== Instructions for the task ==
Return the lines below exactly, from the first line to the line that contains "filter:drop-shadow(1px 0 #a2a2a2)". Leave out pictures.

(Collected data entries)
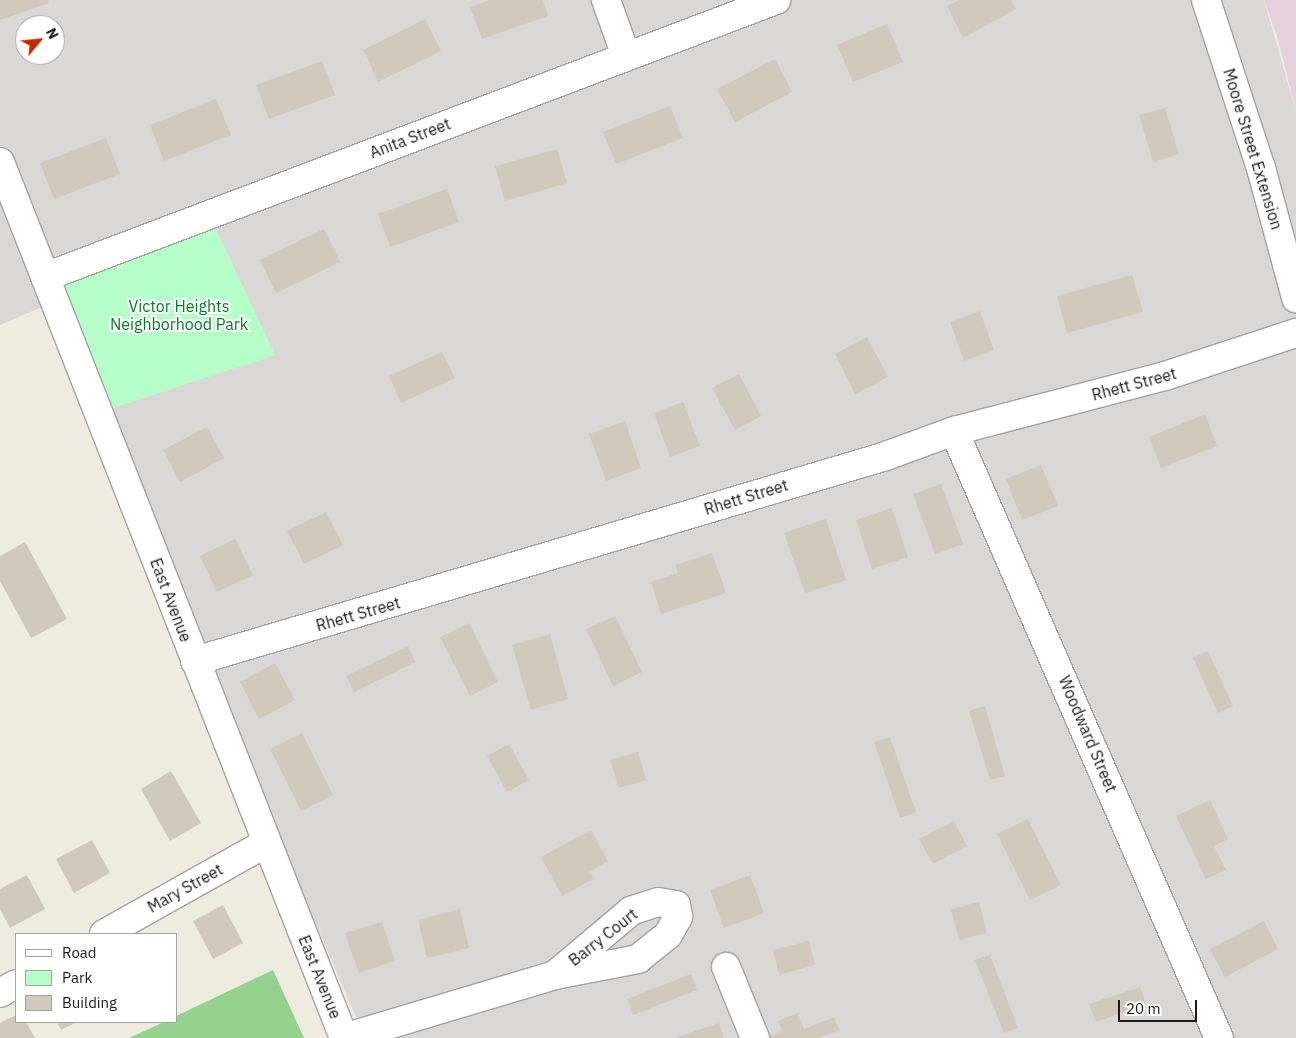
<!DOCTYPE html>
<html>
<head>
<meta charset="utf-8">
<style>
	body { margin:0 }
	#map { position:relative; width:1296px; height:1038px; overflow:hidden; background:#eeecdf; font-family:"IBM Plex Sans",sans-serif }
	div>[style] { position:absolute }
	.residential>* { inset:0; background:#d9d8d7 }
	.industrial>* { inset:0; background:#e7d0de }
	.forest>* { inset:0; background:#95d18f }
	.park>* { inset:0; background:#b5feca }
	.building>* { inset:0; background:#d0c9bc }
	.roads { filter:drop-shadow(1px 0 #a2a2a2) drop-shadow(-1px 0 #a2a2a2) drop-shadow(0 1px #a2a2a2) drop-shadow(0 -1px #a2a2a2) }
	.minor>* { height:28px; margin:-14px; padding:0 14px; transform-origin:14px; border-radius:14px; background:#fff }
	span { translate:-50% -50%; white-space:nowrap; text-align:center; line-height:1.15; -webkit-text-stroke:4px #fff; paint-order:stroke }
	.street-label { font-size:16px; color:#1b1b1b }
	.park-label { font-size:16px; color:#027f26 }
	.legend { position:absolute; left:15px; top:933px; width:162px; height:90px; box-sizing:border-box; background:#fff; border:1px solid #a4a4a4; margin:0; padding:6px 9px; list-style:none; font-size:15px; color:#1b1b1b }
	.legend li { display:flex; align-items:center; gap:10px; height:25px }
	.legend b { width:25px; border:1px solid #a4a4a4 }
	.north { position:absolute; left:15px; top:15px; width:50px; height:50px; box-sizing:border-box; background:#fff; border:1px solid #a4a4a4; border-radius:50%; rotate:62deg; font-size:14px; font-weight:700; line-height:20px; text-align:center; color:#1b1b1b }
	.north::after { content:''; display:block; margin:auto; width:18px; height:22px; background:#c52800; clip-path:polygon(50% 0,100% 100%,50% 72%,0 100%) }
	.scale { position:absolute; left:1118px; top:1000px; width:79px; height:22px; box-sizing:border-box; border:2px solid #1b1b1b; border-top:0; padding-left:6px; font-size:15px; line-height:18px; white-space:nowrap; color:#1b1b1b; -webkit-text-stroke:4px #fff; paint-order:stroke }
</style>
</head>
<body>
<div id="map">
	<div class="residential">
		<div style="clip-path:polygon(evenodd,0 0,1264px 0,1296px 112px,1296px 1038px,365px 1038px,49px 304px,0 325px,0 0,25px 25px,55px 25px,55px 55px,25px 55px,25px 25px)"></div>
	</div>
	<div class="industrial">
		<div style="clip-path:polygon(1264px 0,1296px 0,1296px 112px,1278px 39px)"></div>
	</div>
	<div class="forest">
		<div style="clip-path:polygon(273px 970px,304px 1038px,129px 1038px,164px 1022px,176px 1022px,176px 1016px)"></div>
	</div>
	<div class="park">
		<div style="clip-path:polygon(216px 229px,275px 355px,107px 410px,61px 286px)"></div>
	</div>
	<div class="building">
		<div style="clip-path:polygon(0 0,48px 0,49px 3px,0 20px)"></div>
		<div style="clip-path:polygon(490px 0,543px 0,548px 16px,482px 39px,470px 7px)"></div>
		<div style="clip-path:polygon(959px 0,1011px 0,1016px 9px,963px 38px,947px 6px)"></div>
		<div style="clip-path:polygon(425px 19px,441px 51px,378px 82px,363px 50px)"></div>
		<div style="clip-path:polygon(887px 24px,903px 62px,853px 82px,837px 45px)"></div>
		<div style="clip-path:polygon(775px 59px,792px 92px,735px 122px,717px 89px)"></div>
		<div style="clip-path:polygon(322px 61px,335px 95px,269px 119px,256px 85px)"></div>
		<div style="clip-path:polygon(216px 99px,231px 135px,164px 161px,150px 125px)"></div>
		<div style="clip-path:polygon(670px 106px,683px 138px,616px 164px,603px 132px)"></div>
		<div style="clip-path:polygon(1165px 108px,1179px 154px,1153px 162px,1139px 115px)"></div>
		<div style="clip-path:polygon(106px 138px,120px 174px,54px 199px,40px 163px)"></div>
		<div style="clip-path:polygon(557px 149px,567px 183px,505px 201px,495px 166px)"></div>
		<div style="clip-path:polygon(447px 189px,459px 222px,390px 247px,378px 214px)"></div>
		<div style="clip-path:polygon(324px 229px,340px 262px,276px 293px,260px 260px)"></div>
		<div style="clip-path:polygon(1132px 275px,1143px 312px,1067px 333px,1057px 296px)"></div>
		<div style="clip-path:polygon(980px 311px,994px 350px,964px 361px,950px 322px)"></div>
		<div style="clip-path:polygon(867px 337px,888px 377px,855px 394px,835px 354px)"></div>
		<div style="clip-path:polygon(442px 352px,455px 378px,401px 403px,389px 376px)"></div>
		<div style="clip-path:polygon(739px 374px,761px 416px,735px 430px,712px 388px)"></div>
		<div style="clip-path:polygon(683px 402px,700px 446px,670px 457px,654px 413px)"></div>
		<div style="clip-path:polygon(1205px 414px,1217px 446px,1161px 468px,1149px 437px)"></div>
		<div style="clip-path:polygon(625px 421px,641px 468px,606px 481px,589px 434px)"></div>
		<div style="clip-path:polygon(207px 427px,224px 458px,180px 482px,163px 450px)"></div>
		<div style="clip-path:polygon(1041px 465px,1058px 506px,1022px 520px,1006px 479px)"></div>
		<div style="clip-path:polygon(941px 484px,963px 544px,935px 554px,913px 494px)"></div>
		<div style="clip-path:polygon(892px 508px,908px 557px,872px 569px,856px 520px)"></div>
		<div style="clip-path:polygon(326px 512px,343px 545px,304px 564px,287px 531px)"></div>
		<div style="clip-path:polygon(826px 519px,846px 580px,805px 593px,784px 533px)"></div>
		<div style="clip-path:polygon(235px 539px,253px 575px,217px 592px,200px 556px)"></div>
		<div style="clip-path:polygon(25px 542px,67px 619px,31px 638px,0 581px,0 556px)"></div>
		<div style="clip-path:polygon(712px 553px,726px 593px,661px 614px,651px 582px,678px 573px,675px 565px)"></div>
		<div style="clip-path:polygon(615px 616px,642px 672px,613px 686px,586px 629px)"></div>
		<div style="clip-path:polygon(469px 623px,498px 682px,470px 696px,440px 637px)"></div>
		<div style="clip-path:polygon(550px 634px,568px 699px,531px 710px,512px 645px)"></div>
		<div style="clip-path:polygon(408px 646px,415px 662px,354px 692px,346px 676px)"></div>
		<div style="clip-path:polygon(1208px 651px,1233px 706px,1218px 713px,1193px 658px)"></div>
		<div style="clip-path:polygon(275px 663px,295px 700px,259px 719px,240px 682px)"></div>
		<div style="clip-path:polygon(985px 706px,1005px 776px,990px 780px,969px 711px)"></div>
		<div style="clip-path:polygon(302px 733px,333px 795px,301px 811px,270px 749px)"></div>
		<div style="clip-path:polygon(890px 737px,916px 812px,900px 818px,874px 742px)"></div>
		<div style="clip-path:polygon(509px 744px,529px 780px,507px 792px,487px 756px)"></div>
		<div style="clip-path:polygon(638px 752px,646px 780px,619px 788px,610px 760px)"></div>
		<div style="clip-path:polygon(171px 771px,201px 823px,170px 841px,141px 789px)"></div>
		<div style="clip-path:polygon(1210px 800px,1228px 839px,1214px 846px,1226px 870px,1206px 879px,1176px 816px)"></div>
		<div style="clip-path:polygon(1028px 819px,1061px 885px,1030px 900px,997px 834px)"></div>
		<div style="clip-path:polygon(954px 821px,967px 846px,933px 864px,919px 839px)"></div>
		<div style="clip-path:polygon(591px 830px,608px 861px,589px 872px,593px 879px,562px 896px,541px 857px)"></div>
		<div style="clip-path:polygon(92px 840px,110px 873px,74px 893px,56px 859px)"></div>
		<div style="clip-path:polygon(27px 875px,45px 909px,10px 928px,0 909px,0 889px)"></div>
		<div style="clip-path:polygon(750px 875px,764px 913px,724px 928px,710px 890px)"></div>
		<div style="clip-path:polygon(979px 902px,987px 933px,959px 940px,951px 909px)"></div>
		<div style="clip-path:polygon(223px 905px,243px 943px,213px 959px,193px 921px)"></div>
		<div style="clip-path:polygon(460px 909px,469px 948px,427px 958px,418px 920px)"></div>
		<div style="clip-path:polygon(1264px 921px,1278px 949px,1225px 977px,1210px 949px)"></div>
		<div style="clip-path:polygon(382px 922px,395px 961px,359px 973px,345px 933px)"></div>
		<div style="clip-path:polygon(809px 941px,815px 965px,779px 975px,773px 950px)"></div>
		<div style="clip-path:polygon(990px 955px,1018px 1028px,1004px 1033px,975px 960px)"></div>
		<div style="clip-path:polygon(691px 974px,697px 990px,633px 1015px,627px 999px)"></div>
		<div style="clip-path:polygon(1140px 987px,1146px 1004px,1096px 1022px,1089px 1004px)"></div>
		<div style="clip-path:polygon(798px 1013px,804px 1029px,834px 1017px,840px 1030px,819px 1038px,766px 1038px,782px 1031px,778px 1021px)"></div>
		<div style="clip-path:polygon(16px 1015px,16px 1022px,26px 1022px,35px 1038px,0 1038px,0 1023px)"></div>
		<div style="clip-path:polygon(57px 1022px,77px 1022px,61px 1030px)"></div>
		<div style="clip-path:polygon(719px 1023px,724px 1038px,675px 1038px)"></div>
	</div>
	<div class="roads">
		<div class="minor">
			<div style="left:606px;top:0;width:59px;rotate:70.3deg"></div>
			<div style="left:1206px;top:0;width:177px;rotate:71.9deg"></div>
			<div style="left:1261px;top:168px;width:135px;rotate:74.9deg"></div>
			<div style="left:0;top:162px;width:941px;rotate:68.56deg"></div>
			<div style="left:45px;top:277px;width:782px;rotate:-20.75deg"></div>
			<div style="left:954px;top:431px;width:662px;rotate:66.42deg"></div>
			<div style="left:195px;top:661px;width:718px;rotate:-16.52deg"></div>
			<div style="left:883px;top:457px;width:76px;rotate:-20.1deg"></div>
			<div style="left:954px;top:431px;width:218px;rotate:-14.6deg"></div>
			<div style="left:1165px;top:376px;width:138px;rotate:-18.2deg"></div>
			<div style="left:104px;top:934px;width:186px;rotate:-29.3deg"></div>
			<div style="left:726px;top:967px;width:77px;rotate:67.8deg"></div>
			<div style="left:0;top:993px;width:18px;rotate:-29deg"></div>
			<div style="left:344px;top:1038px;width:220px;rotate:-16.6deg"></div>
			<div style="left:555px;top:975px;width:85px;rotate:-10.9deg"></div>
			<div style="left:638px;top:959px;width:38px;rotate:-39deg"></div>
			<div style="left:668px;top:935px;width:21px;rotate:-61deg"></div>
			<div style="left:678px;top:917px;width:12px;rotate:-99deg"></div>
			<div style="left:676px;top:905px;width:18px;rotate:-171deg"></div>
			<div style="left:658px;top:902px;width:28px;rotate:162deg"></div>
			<div style="left:631px;top:911px;width:99px;rotate:139.9deg"></div>
		</div>
	</div>
	<div class="street-label">
		<span style="left:410px;top:138px;rotate:-21deg">Anita Street</span>
		<span style="left:1253px;top:149px;rotate:73deg">Moore Street Extension</span>
		<span style="left:1134px;top:384px;rotate:-15deg">Rhett Street</span>
		<span style="left:746px;top:497px;rotate:-17deg">Rhett Street</span>
		<span style="left:171px;top:600px;rotate:69deg">East Avenue</span>
		<span style="left:358px;top:614px;rotate:-16deg">Rhett Street</span>
		<span style="left:1088px;top:734px;rotate:67deg">Woodward Street</span>
		<span style="left:185px;top:888px;rotate:-29deg">Mary Street</span>
		<span style="left:603px;top:937px;rotate:-38deg">Barry Court</span>
		<span style="left:320px;top:977px;rotate:68deg">East Avenue</span>
	</div>
	<div class="park-label">
		<span style="left:179px;top:315px">Victor Heights<br>Neighborhood Park</span>
	</div>
	<ul class="legend">
	<li><b style="height:6px;background:#fff"></b>Road</li>
	<li><b style="height:14px;background:#b5feca"></b>Park</li>
	<li><b style="height:14px;background:#d0c9bc"></b>Building</li>
	</ul>
	<div class="north">N</div>
	<div class="scale">20 m</div>
</div>
</body>
</html>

== Exercise answer ==
<!DOCTYPE html>
<html>
<head>
<meta charset="utf-8">
<style>
	body { margin:0 }
	#map { position:relative; width:1296px; height:1038px; overflow:hidden; background:#eeecdf; font-family:"IBM Plex Sans",sans-serif }
	div>[style] { position:absolute }
	.residential>* { inset:0; background:#d9d8d7 }
	.industrial>* { inset:0; background:#e7d0de }
	.forest>* { inset:0; background:#95d18f }
	.park>* { inset:0; background:#b5feca }
	.building>* { inset:0; background:#d0c9bc }
	.roads { filter:drop-shadow(1px 0 #a2a2a2) drop-shadow(-1px 0 #a2a2a2) drop-shadow(0 1px #a2a2a2) drop-shadow(0 -1px #a2a2a2) }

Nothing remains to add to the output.